Colombia rebels accuse ex-president in spying scandal

Posted on Feb 10 2014 - 6:55am by Editor
FARC-EP commander Ivan Marquez delivers a speech at the Convention Palace in Havana before a round of peace talks with the Colombian government, on February 5 , 2014 (AFP Photo/Yamil Lage )

FARC-EP commander Ivan Marquez delivers a speech at the Convention Palace in Havana before a round of peace talks with the Colombian government, on February 5 , 2014 (AFP Photo/Yamil Lage )

Havana (AFP) – Colombia’s FARC guerrilla group Wednesday accused former president Alvaro Uribe of being behind alleged spying on peace negotiators by an army intelligence unit.

The alleged spying was revealed Tuesday by the weekly Semana, prompting the firing of two military intelligence chiefs.

Among those allegedly spied on was President Juan Manuel Santos’ negotiating team at peace talks with the FARC in Havana.

In ordering a probe, Santos said “dark forces” were trying to sabotage the peace talks, but was not more specific.

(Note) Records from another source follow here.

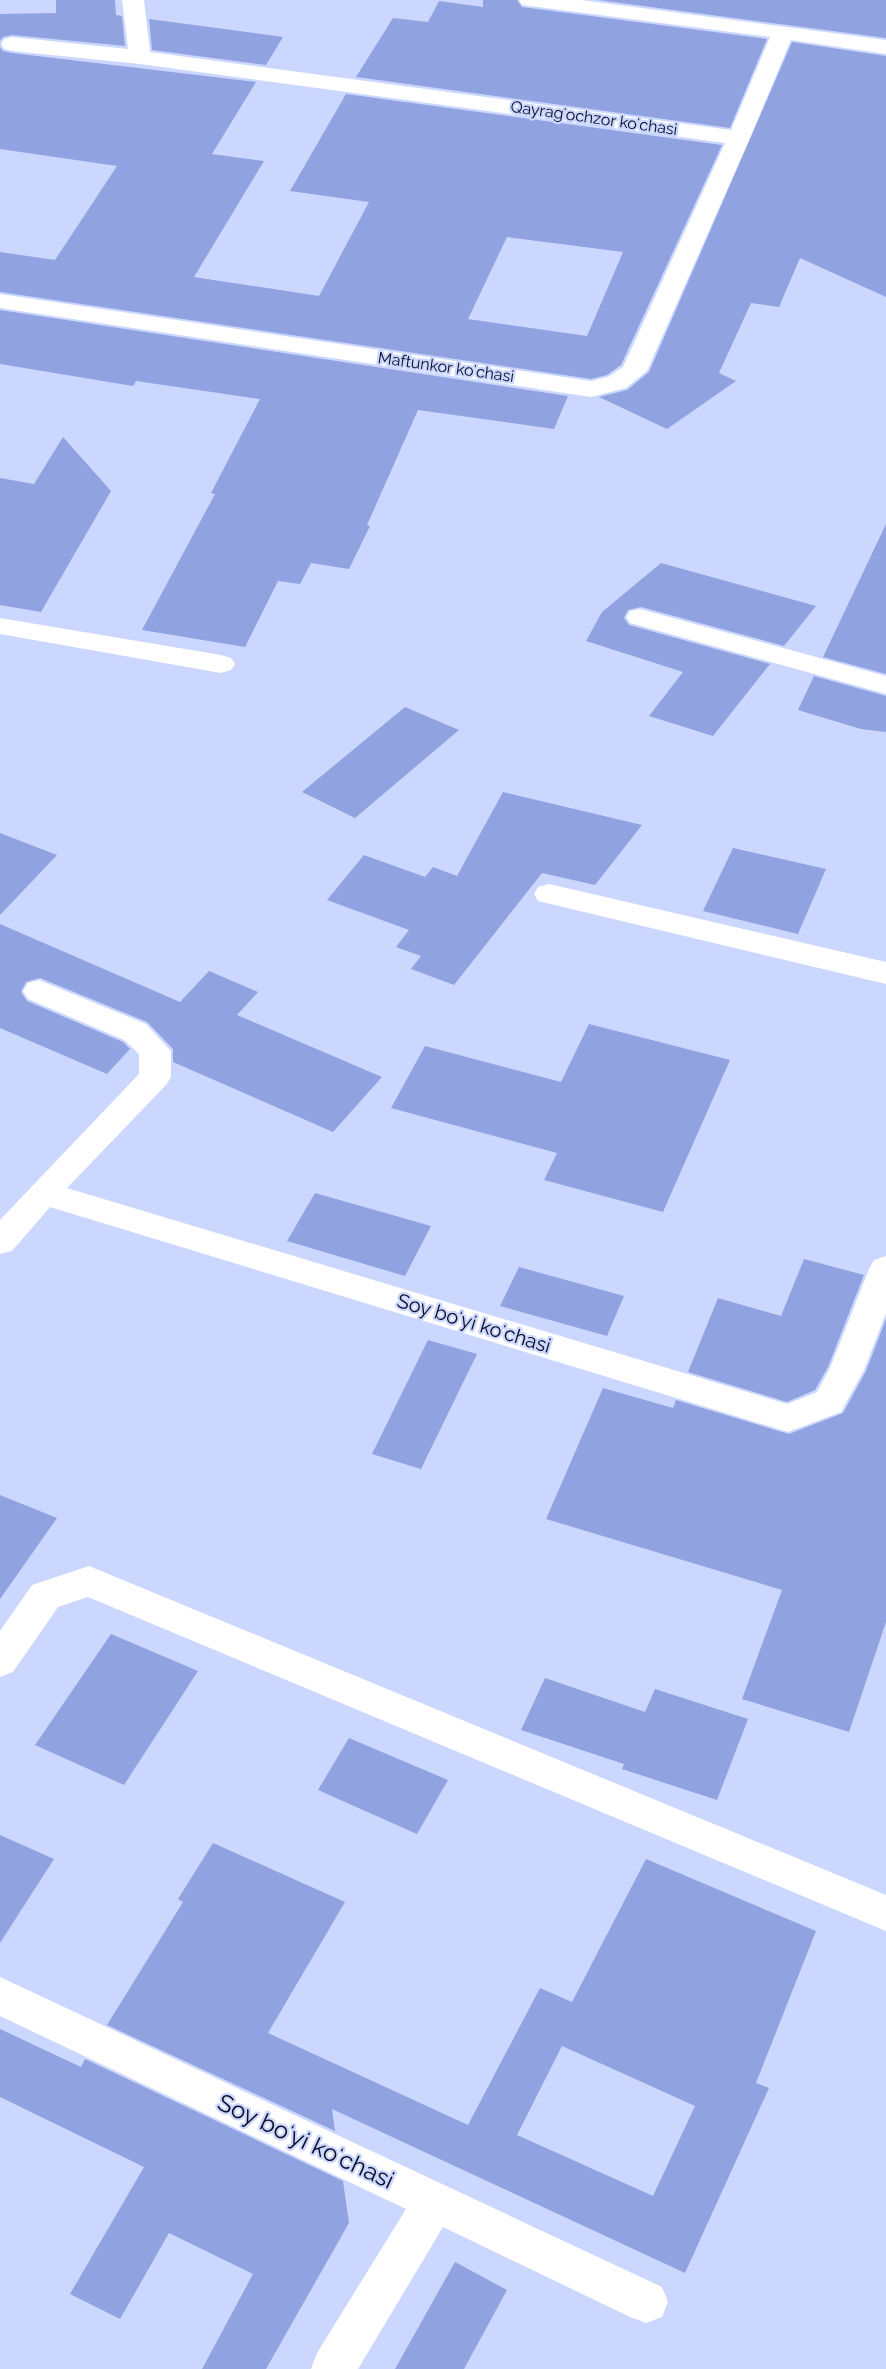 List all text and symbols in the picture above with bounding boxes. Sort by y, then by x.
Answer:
street label: Qayragʻochzor koʻchasi [510,97,678,139]
street label: Maftunkor koʻchasi [377,348,515,386]
street label: Soy boʻyi koʻchasi [394,1288,554,1358]
street label: Soy boʻyi koʻchasi [213,2087,399,2195]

However, the FARC’s chief negotiator at the talks, Ivan Marquez, pointed the finger at Uribe, a hardliner who has bitterly opposed the peace talks.

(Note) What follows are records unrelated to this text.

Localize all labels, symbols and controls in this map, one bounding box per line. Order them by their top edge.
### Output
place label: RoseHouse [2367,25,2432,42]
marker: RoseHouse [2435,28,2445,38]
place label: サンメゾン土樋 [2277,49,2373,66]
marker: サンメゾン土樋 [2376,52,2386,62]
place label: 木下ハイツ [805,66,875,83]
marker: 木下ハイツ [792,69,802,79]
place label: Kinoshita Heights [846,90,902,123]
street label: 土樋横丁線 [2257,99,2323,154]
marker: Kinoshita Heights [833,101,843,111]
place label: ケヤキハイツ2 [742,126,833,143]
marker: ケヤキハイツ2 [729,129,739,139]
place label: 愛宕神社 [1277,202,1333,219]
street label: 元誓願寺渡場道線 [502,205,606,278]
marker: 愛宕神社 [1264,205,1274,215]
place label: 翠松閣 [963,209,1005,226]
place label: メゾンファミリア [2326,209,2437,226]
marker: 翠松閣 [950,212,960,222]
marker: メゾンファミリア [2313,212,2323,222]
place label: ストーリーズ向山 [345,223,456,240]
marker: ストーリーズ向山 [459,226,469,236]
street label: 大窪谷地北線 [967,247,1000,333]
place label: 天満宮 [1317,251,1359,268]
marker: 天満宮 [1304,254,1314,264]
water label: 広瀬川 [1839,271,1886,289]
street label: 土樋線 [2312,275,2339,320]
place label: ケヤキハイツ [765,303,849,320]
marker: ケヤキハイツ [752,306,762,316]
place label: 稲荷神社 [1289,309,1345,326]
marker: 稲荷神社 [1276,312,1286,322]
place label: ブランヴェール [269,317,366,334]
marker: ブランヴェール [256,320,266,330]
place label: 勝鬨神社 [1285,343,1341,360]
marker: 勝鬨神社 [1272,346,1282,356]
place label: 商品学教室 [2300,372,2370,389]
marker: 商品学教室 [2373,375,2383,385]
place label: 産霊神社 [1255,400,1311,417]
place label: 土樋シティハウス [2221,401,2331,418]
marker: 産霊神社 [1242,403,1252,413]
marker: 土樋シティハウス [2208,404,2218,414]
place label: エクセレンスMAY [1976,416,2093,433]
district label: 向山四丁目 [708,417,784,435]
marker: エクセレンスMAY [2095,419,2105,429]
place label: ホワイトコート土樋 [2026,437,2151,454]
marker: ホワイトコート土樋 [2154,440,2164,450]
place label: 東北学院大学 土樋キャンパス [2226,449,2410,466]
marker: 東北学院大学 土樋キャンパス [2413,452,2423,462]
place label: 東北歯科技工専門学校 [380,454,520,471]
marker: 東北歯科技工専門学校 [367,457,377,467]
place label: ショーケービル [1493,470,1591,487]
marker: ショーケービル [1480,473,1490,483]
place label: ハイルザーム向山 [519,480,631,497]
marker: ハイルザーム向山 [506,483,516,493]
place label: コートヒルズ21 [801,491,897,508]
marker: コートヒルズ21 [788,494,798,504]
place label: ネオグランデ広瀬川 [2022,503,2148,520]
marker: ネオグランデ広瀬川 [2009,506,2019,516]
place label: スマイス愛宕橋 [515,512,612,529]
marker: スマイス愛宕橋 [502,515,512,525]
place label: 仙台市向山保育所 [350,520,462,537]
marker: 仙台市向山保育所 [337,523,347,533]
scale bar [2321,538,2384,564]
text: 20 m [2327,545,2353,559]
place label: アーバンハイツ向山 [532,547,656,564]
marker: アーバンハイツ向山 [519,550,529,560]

“Alvaro Uribe is behind this,” he told reporters before going into talks here.

“Don’t forget Alvaro Uribe Velez is public enemy number one of peace in Colombia,” he said.

Marquez said the spying also targeted the FARC’s delegation to the talks, and said the government should explain.

In Bogota, Santos said he had given the army’s inspector general ten days to complete his investigation. Colombia’s attorney general office is conducting a separate probe.

“This is an investigation that should not be hard to carry out because what they need to show is whether the intel work (the military) was doing was normal intel, which should be protected, or if they engaged in illegal intelligence gathering,” Santos explained.

Separately, a group of leftist leaders, including Bogota mayor Gustavo Petro, and human rights activists said they had received death threats from a crime group called Aguilas Negras, or Black Eagles, made up in part of former rightist paramilitaries.

Ivan Cepeda, a congressional candidate for the leftist Alternative Democratic Pole, told AFP the threats were part of “a campaign to destabilize the country and sow unrest to sabotage the peace process in Havana.”

Since November 2012, the Colombian government has been in negotiations with the FARC, the country’s largest and longest-fighting insurgency. It has been at arms since 1964.